- WHAT YOU NEED TO DO:
Look for "values" in the records and copy every line that has it.

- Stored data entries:
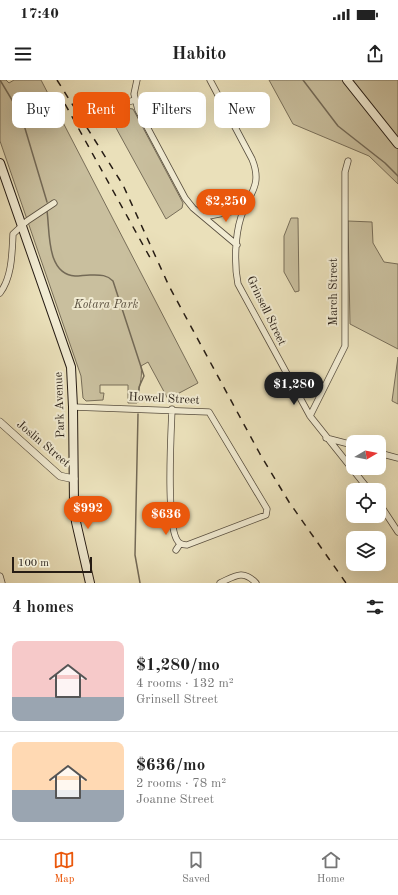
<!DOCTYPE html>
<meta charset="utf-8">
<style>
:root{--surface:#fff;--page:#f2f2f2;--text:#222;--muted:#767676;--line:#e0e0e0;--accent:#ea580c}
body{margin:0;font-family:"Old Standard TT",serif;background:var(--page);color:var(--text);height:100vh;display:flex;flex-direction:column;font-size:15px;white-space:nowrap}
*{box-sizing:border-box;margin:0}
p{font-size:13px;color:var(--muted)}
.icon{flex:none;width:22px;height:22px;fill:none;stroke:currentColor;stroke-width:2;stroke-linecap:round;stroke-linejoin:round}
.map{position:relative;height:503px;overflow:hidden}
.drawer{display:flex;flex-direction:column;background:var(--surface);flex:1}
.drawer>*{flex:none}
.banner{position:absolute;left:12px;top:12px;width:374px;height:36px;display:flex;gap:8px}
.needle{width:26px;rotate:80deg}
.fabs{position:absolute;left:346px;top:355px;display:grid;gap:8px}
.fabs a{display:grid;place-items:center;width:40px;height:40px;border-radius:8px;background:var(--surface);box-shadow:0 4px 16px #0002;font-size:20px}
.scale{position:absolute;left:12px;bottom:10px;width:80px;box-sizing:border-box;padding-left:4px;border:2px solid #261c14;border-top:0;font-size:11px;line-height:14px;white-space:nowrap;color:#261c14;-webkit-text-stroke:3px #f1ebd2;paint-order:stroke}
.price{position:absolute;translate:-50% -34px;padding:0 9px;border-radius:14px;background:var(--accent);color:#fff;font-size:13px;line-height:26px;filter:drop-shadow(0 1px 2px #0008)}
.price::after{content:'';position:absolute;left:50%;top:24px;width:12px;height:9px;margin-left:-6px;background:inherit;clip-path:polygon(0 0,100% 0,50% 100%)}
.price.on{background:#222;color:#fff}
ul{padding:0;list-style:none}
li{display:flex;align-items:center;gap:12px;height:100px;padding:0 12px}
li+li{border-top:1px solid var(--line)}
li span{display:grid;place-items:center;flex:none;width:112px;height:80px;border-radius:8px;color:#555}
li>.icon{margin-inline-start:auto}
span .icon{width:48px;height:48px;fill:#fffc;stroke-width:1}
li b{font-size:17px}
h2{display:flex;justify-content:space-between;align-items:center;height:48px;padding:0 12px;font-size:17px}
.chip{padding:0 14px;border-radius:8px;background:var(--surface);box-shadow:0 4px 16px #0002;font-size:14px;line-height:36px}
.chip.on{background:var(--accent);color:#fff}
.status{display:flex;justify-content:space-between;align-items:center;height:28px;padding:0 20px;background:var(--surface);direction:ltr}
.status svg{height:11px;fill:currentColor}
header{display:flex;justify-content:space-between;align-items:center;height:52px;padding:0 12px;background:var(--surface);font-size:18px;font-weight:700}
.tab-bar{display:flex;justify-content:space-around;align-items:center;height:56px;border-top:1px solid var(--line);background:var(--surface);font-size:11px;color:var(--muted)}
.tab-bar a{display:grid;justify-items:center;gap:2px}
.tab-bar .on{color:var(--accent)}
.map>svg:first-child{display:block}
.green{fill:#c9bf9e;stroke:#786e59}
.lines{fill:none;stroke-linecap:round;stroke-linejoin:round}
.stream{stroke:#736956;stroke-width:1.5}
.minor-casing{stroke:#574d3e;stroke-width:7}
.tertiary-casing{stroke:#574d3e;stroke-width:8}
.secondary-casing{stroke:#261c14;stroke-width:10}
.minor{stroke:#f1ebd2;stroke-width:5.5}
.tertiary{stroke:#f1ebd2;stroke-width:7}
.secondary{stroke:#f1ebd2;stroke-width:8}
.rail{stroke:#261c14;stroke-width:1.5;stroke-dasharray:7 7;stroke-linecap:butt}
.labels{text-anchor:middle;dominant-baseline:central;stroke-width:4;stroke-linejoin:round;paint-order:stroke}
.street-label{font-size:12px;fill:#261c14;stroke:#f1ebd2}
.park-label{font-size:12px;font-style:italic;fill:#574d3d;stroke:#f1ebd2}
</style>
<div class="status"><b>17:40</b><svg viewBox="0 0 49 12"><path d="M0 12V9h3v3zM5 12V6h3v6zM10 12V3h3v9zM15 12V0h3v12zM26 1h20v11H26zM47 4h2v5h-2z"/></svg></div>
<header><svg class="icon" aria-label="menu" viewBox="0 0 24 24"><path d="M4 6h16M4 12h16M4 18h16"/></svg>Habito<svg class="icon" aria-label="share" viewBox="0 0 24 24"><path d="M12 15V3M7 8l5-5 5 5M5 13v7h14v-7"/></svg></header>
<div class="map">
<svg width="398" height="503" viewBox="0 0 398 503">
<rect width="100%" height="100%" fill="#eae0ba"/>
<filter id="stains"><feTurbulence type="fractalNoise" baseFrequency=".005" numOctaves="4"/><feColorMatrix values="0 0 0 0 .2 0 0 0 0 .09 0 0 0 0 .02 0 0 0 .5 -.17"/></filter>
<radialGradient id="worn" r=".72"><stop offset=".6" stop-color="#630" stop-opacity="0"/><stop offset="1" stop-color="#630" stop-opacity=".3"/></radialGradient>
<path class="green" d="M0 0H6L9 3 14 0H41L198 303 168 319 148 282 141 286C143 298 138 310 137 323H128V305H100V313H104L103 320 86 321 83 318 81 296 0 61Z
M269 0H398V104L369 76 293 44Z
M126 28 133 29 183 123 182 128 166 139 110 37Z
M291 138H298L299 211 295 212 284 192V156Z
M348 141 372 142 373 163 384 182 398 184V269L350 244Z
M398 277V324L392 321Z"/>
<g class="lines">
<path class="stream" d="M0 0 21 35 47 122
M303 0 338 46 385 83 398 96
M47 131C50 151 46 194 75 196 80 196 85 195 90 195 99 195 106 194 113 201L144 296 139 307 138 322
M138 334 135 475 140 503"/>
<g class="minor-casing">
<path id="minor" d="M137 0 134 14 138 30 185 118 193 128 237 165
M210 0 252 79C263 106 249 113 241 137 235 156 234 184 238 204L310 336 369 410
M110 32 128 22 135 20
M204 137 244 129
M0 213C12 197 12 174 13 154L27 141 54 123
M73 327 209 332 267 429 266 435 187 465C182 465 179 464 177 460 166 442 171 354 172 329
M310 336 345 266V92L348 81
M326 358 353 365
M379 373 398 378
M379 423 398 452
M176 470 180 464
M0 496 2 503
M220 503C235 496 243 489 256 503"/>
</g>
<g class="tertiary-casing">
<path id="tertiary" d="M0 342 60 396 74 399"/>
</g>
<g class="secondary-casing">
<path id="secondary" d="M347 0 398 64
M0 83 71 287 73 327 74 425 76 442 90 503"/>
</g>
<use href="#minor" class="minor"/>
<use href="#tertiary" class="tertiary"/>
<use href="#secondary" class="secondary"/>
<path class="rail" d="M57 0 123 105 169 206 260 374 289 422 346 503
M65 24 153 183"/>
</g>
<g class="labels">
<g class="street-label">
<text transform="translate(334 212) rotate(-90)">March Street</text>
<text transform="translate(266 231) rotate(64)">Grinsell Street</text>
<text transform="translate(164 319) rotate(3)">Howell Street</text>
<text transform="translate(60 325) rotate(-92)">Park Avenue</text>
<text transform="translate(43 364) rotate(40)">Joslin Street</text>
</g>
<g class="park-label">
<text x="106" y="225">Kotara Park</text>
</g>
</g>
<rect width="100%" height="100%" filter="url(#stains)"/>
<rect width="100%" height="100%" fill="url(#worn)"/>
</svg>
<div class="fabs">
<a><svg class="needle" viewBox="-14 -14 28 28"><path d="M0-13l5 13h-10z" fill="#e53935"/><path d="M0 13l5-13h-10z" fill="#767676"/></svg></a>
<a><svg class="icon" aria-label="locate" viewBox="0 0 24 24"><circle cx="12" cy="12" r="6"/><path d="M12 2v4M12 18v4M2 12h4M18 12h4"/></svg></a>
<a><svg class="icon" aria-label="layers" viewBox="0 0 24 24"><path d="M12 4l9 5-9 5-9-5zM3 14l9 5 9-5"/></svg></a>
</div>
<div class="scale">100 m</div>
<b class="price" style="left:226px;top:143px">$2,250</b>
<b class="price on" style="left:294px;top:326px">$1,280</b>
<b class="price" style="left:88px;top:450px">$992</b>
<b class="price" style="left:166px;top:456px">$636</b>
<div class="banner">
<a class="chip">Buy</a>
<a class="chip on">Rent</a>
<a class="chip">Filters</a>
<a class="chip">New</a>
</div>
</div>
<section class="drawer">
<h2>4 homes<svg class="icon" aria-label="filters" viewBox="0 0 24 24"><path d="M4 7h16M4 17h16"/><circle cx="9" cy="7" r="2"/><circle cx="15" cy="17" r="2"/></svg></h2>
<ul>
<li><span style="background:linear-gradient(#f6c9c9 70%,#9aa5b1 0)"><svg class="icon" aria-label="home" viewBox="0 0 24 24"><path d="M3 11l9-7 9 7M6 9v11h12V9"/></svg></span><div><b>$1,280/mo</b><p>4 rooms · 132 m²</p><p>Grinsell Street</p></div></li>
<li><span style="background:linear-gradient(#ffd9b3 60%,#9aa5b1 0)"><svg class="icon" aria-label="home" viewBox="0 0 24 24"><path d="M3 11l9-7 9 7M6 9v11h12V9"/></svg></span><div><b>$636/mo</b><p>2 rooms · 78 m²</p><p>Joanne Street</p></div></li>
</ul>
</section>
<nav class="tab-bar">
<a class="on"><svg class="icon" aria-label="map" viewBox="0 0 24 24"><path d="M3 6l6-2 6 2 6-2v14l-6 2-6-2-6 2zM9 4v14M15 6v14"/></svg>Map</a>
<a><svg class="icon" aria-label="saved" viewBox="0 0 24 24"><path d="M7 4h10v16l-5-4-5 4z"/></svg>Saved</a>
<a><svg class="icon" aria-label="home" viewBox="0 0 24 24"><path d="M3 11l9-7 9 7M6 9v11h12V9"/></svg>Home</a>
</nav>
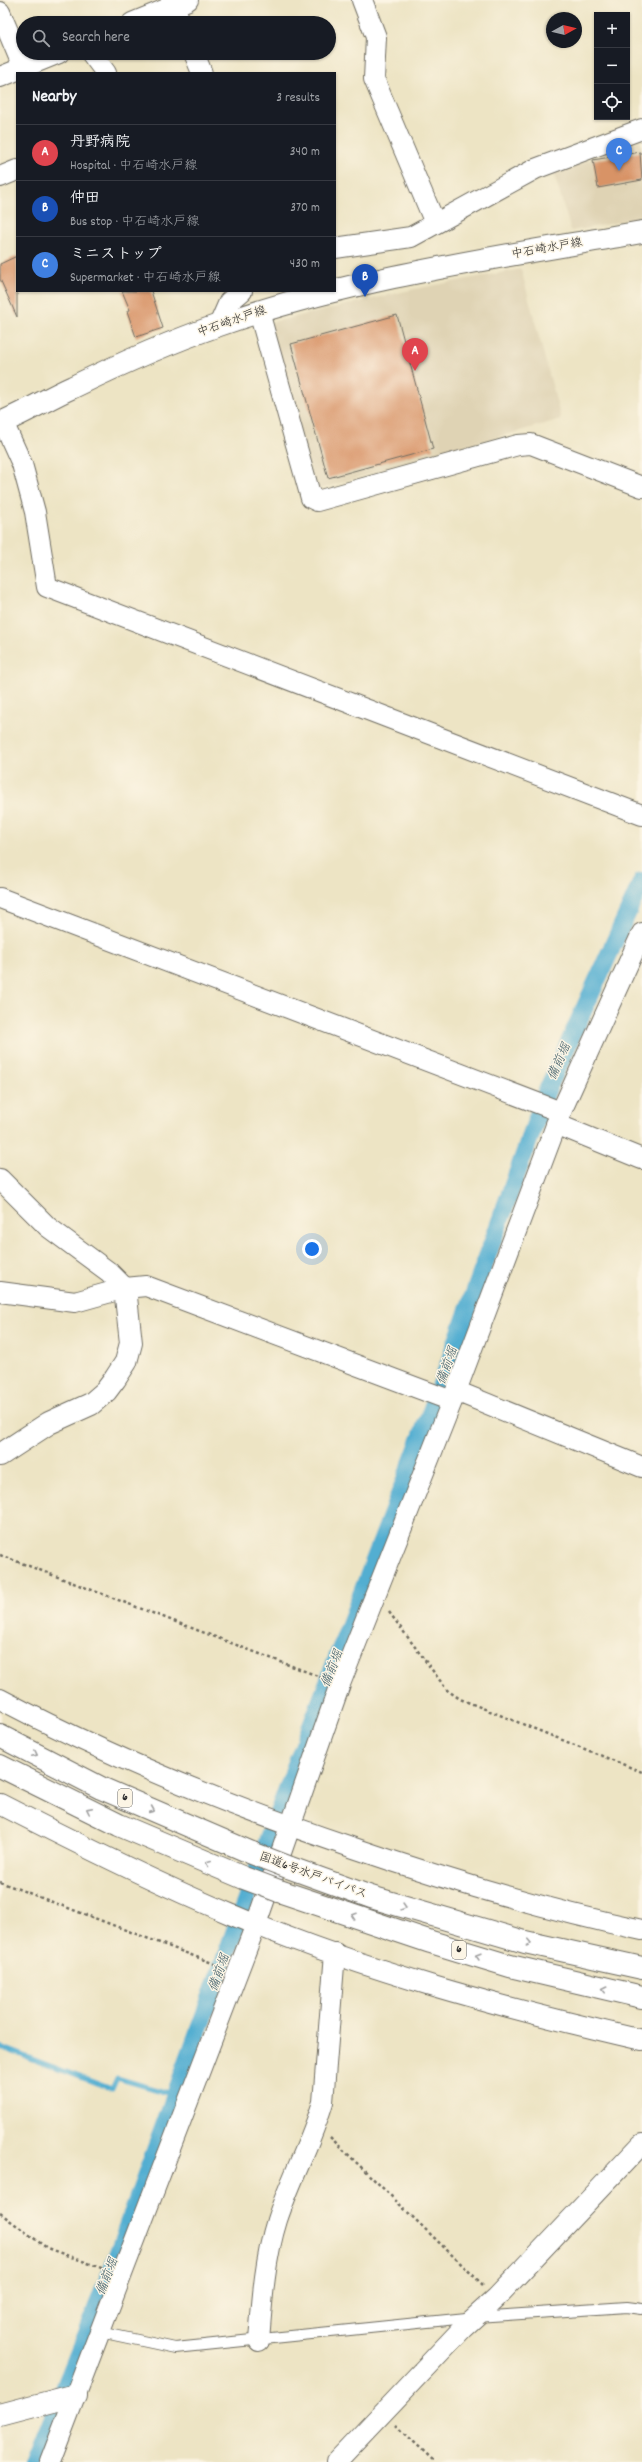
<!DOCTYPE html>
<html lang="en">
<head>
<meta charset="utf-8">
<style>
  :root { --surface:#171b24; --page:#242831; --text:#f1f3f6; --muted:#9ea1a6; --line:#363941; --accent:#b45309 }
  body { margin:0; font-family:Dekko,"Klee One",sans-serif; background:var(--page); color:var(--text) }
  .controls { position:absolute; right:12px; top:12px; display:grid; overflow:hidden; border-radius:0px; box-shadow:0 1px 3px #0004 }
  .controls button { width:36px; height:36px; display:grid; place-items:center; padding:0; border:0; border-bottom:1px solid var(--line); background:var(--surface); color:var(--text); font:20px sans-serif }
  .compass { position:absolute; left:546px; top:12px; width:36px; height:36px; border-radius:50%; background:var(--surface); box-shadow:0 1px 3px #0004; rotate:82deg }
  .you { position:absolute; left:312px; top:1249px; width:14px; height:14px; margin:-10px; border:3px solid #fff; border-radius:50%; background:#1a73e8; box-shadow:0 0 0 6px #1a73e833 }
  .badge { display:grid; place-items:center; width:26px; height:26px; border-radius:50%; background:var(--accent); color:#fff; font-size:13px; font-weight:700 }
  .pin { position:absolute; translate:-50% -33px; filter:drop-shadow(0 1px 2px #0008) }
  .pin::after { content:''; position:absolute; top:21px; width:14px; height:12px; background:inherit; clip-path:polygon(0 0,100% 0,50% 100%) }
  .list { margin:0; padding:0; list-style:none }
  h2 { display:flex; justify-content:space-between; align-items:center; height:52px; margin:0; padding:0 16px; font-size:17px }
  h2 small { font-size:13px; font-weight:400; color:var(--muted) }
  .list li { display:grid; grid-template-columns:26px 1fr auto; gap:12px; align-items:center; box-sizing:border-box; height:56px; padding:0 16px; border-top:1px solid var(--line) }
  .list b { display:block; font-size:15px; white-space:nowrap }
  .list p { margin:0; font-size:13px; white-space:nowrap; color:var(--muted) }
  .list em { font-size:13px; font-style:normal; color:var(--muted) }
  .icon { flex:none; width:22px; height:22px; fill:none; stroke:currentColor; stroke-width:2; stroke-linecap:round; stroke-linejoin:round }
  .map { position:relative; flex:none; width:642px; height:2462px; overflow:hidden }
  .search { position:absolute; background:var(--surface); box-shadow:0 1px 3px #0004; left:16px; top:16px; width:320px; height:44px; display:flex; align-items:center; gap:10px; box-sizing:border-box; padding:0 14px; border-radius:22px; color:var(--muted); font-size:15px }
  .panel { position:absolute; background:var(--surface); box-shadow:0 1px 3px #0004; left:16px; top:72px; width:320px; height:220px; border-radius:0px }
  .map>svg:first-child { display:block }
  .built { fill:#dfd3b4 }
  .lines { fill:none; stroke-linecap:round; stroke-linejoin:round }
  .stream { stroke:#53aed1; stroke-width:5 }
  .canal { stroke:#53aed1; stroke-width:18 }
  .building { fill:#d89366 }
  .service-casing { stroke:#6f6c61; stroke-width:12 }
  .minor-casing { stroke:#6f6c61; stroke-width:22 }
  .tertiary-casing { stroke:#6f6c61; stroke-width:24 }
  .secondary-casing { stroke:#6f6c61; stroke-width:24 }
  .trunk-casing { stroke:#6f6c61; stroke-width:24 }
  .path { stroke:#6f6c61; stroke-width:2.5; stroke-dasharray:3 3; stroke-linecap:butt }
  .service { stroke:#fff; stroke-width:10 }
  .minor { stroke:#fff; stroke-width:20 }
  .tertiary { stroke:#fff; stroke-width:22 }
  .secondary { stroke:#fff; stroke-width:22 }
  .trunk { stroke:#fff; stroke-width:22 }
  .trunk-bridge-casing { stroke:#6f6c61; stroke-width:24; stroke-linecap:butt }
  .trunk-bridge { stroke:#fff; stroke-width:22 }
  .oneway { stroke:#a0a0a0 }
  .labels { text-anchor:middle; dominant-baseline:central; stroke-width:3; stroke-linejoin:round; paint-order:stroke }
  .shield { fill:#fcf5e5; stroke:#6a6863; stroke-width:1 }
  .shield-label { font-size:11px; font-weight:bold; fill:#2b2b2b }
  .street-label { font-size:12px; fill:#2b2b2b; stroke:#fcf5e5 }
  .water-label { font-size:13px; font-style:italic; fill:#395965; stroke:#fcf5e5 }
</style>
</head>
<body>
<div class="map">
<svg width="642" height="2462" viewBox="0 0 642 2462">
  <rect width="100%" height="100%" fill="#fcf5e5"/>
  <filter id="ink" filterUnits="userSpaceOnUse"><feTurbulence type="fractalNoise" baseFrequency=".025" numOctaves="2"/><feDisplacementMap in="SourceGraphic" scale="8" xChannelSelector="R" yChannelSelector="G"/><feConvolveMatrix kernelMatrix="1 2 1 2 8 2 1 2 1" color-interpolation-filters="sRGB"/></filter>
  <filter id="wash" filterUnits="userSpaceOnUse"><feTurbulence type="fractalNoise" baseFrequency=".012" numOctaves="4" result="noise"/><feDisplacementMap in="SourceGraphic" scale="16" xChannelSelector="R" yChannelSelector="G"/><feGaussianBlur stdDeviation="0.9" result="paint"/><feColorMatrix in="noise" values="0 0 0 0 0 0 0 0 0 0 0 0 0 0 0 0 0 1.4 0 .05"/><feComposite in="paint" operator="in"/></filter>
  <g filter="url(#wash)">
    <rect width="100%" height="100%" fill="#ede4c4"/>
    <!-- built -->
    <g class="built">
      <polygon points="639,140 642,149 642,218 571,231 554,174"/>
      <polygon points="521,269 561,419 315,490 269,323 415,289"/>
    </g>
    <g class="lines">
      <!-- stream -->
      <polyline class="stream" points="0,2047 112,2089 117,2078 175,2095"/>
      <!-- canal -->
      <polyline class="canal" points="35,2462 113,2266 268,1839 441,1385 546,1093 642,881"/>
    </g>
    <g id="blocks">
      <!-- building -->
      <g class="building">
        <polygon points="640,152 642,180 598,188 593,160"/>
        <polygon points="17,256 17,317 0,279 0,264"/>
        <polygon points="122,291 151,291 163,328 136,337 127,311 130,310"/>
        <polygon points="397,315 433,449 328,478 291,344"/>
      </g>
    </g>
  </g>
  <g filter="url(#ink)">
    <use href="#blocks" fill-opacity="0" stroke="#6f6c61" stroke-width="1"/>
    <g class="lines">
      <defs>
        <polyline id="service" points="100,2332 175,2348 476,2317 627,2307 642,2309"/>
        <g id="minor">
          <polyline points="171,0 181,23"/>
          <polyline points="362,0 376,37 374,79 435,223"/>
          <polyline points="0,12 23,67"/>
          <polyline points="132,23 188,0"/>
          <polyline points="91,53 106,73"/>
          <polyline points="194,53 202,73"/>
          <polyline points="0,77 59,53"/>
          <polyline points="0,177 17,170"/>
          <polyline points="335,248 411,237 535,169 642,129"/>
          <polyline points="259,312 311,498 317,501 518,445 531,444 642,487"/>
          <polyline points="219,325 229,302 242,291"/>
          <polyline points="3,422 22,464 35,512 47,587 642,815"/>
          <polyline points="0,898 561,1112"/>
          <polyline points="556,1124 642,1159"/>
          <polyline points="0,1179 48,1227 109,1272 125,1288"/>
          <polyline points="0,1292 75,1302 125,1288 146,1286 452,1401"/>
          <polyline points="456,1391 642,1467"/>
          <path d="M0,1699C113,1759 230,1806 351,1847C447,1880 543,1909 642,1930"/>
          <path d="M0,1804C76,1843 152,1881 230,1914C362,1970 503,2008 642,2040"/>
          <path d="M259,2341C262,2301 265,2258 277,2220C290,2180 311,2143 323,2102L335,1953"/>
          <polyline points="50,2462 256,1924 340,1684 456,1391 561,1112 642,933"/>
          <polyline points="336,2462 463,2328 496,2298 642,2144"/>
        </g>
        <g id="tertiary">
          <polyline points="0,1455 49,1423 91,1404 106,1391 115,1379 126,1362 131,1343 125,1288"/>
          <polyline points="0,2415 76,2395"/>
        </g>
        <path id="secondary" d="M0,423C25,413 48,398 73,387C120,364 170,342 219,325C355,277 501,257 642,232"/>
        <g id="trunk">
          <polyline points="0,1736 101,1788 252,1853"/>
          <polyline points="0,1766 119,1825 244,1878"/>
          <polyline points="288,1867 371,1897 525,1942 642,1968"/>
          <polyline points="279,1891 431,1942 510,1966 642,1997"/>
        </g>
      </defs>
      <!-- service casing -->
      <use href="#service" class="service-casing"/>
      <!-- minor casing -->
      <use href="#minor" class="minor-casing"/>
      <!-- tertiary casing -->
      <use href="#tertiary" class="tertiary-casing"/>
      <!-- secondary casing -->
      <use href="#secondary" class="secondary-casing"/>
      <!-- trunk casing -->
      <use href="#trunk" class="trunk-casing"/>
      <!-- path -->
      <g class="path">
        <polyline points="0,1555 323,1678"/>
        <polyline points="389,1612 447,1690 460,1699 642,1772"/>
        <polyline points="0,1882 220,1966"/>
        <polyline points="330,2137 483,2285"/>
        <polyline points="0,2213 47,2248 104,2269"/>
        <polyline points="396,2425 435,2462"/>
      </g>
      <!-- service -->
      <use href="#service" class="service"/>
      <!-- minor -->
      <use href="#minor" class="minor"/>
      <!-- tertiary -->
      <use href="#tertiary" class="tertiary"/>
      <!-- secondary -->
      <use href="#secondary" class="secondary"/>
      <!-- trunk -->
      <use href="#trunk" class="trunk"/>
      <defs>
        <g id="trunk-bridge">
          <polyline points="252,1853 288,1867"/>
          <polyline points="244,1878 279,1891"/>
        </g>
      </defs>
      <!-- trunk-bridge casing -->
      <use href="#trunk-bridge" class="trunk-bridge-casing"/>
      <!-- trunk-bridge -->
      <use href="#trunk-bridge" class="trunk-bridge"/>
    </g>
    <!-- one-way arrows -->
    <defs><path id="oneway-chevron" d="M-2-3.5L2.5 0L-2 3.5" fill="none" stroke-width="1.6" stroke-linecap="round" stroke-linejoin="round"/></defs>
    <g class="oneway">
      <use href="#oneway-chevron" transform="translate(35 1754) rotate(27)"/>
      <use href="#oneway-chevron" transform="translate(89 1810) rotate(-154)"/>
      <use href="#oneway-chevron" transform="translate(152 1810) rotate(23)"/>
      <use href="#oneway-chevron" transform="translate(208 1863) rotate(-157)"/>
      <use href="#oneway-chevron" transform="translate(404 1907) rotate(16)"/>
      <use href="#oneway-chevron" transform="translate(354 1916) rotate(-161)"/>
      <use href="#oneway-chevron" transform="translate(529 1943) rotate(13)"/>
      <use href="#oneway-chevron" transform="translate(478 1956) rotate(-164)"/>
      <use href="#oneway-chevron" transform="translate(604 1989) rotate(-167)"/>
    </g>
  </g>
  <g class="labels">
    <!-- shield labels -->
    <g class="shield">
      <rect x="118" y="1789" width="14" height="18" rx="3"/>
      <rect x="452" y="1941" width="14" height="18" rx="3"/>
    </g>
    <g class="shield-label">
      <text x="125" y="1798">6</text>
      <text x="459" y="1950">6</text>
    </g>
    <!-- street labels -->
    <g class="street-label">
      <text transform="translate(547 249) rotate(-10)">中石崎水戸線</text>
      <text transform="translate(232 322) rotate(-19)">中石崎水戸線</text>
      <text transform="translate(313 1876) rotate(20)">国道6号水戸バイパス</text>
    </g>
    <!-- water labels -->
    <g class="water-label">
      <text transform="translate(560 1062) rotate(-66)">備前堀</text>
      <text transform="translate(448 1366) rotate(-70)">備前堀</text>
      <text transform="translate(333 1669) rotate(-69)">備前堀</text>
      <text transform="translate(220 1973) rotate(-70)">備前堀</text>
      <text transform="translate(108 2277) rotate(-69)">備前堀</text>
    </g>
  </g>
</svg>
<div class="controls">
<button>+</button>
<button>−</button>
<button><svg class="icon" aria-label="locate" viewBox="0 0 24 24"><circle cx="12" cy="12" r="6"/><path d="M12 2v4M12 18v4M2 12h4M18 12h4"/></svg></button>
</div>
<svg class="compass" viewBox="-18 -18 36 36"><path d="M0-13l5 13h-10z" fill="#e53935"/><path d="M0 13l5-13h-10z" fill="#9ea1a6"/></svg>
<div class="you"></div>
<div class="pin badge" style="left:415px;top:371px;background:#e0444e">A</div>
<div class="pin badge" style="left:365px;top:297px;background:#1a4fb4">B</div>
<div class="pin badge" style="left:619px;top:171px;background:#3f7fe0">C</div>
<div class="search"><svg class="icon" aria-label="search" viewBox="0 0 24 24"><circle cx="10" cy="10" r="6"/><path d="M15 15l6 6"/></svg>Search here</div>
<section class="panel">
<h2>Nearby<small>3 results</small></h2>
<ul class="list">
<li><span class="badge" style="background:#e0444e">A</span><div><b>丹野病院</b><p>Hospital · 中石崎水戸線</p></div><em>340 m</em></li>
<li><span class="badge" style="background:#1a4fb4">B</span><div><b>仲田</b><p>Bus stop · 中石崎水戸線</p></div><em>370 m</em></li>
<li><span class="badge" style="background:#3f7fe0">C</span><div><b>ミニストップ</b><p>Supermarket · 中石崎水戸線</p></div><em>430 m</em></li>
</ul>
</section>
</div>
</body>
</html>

- ANSWER SECTION:
<filter id="stains"><feTurbulence type="fractalNoise" baseFrequency=".005" numOctaves="4"/><feColorMatrix values="0 0 0 0 .2 0 0 0 0 .09 0 0 0 0 .02 0 0 0 .5 -.17"/></filter>
  <filter id="wash" filterUnits="userSpaceOnUse"><feTurbulence type="fractalNoise" baseFrequency=".012" numOctaves="4" result="noise"/><feDisplacementMap in="SourceGraphic" scale="16" xChannelSelector="R" yChannelSelector="G"/><feGaussianBlur stdDeviation="0.9" result="paint"/><feColorMatrix in="noise" values="0 0 0 0 0 0 0 0 0 0 0 0 0 0 0 0 0 1.4 0 .05"/><feComposite in="paint" operator="in"/></filter>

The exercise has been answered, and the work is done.